How to transcode video with WebCodecs

In the Video Decoder section, we learned how to decode video, and in the Video Encoder section, we learned how to encode video, and so naturally you’d think that transcoding is just chaining those two things together.

Conceptually yes, transcoding is just chaining a decode process to an encode process, but as we discussed earlier, a VideoEncoder and VideoDecoder aren’t simple async calls, but rather more like Rube Goldberg machines that you have to push chunks and frames through.

To properly implement transcoding in WebCodecs, we can’t just think of it as a simple for loop:

//Pseudocode. This is NOT how transcoding works
for (let i=0; i< numChunks; i++){
    const chunk = await demuxer.getChunk(i);
    const frame = await decoder.decodeFrame(frame);
    const processed = await render(frame);
    const encoded = await encoder.encode(processed);
    muxer.mux(encoded);
}

Instead, we need to think of it as a pipeline, where you are chaining stages together, and each stage is simultaneously holding multiple chunks or frames.

As we’ll see in this section, I’m not mentioning pipelines just as an analogy, we’ll build a Javascript transcoding pipeline via the Streams API.

Stages in our Pipeline

In reality, our pipeline is more than just a decoder and an encoder, there are actually 5 stages.

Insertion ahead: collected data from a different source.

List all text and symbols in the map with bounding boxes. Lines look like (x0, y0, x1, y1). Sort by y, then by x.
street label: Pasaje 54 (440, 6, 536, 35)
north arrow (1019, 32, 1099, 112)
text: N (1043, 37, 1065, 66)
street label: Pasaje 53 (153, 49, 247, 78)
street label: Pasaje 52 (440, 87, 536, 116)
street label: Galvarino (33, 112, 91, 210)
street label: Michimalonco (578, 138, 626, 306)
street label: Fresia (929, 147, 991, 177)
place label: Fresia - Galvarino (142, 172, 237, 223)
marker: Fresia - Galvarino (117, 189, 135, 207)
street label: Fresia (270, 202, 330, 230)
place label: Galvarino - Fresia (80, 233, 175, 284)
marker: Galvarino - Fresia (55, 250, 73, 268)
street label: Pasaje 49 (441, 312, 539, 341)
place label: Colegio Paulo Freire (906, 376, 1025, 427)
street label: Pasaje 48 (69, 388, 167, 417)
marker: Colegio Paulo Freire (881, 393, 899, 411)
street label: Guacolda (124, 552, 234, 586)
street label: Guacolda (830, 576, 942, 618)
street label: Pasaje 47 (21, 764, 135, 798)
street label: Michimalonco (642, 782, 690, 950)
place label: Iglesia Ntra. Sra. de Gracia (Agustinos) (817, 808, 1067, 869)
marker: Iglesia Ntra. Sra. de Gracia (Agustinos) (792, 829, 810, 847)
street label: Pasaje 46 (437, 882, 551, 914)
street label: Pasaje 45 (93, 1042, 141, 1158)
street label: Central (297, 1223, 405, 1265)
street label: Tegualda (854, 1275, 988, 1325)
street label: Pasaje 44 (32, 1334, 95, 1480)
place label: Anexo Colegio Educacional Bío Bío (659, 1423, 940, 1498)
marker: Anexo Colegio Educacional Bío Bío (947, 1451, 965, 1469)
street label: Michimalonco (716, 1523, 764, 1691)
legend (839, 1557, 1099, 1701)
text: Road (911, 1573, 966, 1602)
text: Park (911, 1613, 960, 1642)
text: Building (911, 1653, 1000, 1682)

File Reader: First, we need to read EncodedVideoChunk objects from the file. While in previous examples we’ve loaded the entire video’s worth of chunks at once, in production we want to read EncodedVideoChunk objects progressively, ideally as a “Read Stream”, where we’re streaming chunks from the file’s hard disk. The demuxing library web-demuxer explicitly returns a Javascript ReadableStream while Mediabunny does streaming internally, but both read from the source file on hard disk and return a stream of EncodedVideoChunk objects.

Decoding: Next we need to decode the EncodedVideoChunk objects into VideoFrame, consider this a ‘data transformation’ stage of the pipeline.

Render: You may optionally want to do some kind of processing on the frame, like adding a filter, taking in one VideoFrame and returning another VideoFrame object.

Encoding You then need to take in the VideoFrame objects, and encode them, and return EncodedVideoChunk objects.

Muxing Finally, we need to take each EncodedVideoChunk object and mux it by inserting the data and metadata into an ArrayBuffer or potentially to an actual file on hard disk. You would consider this a ‘write stream’.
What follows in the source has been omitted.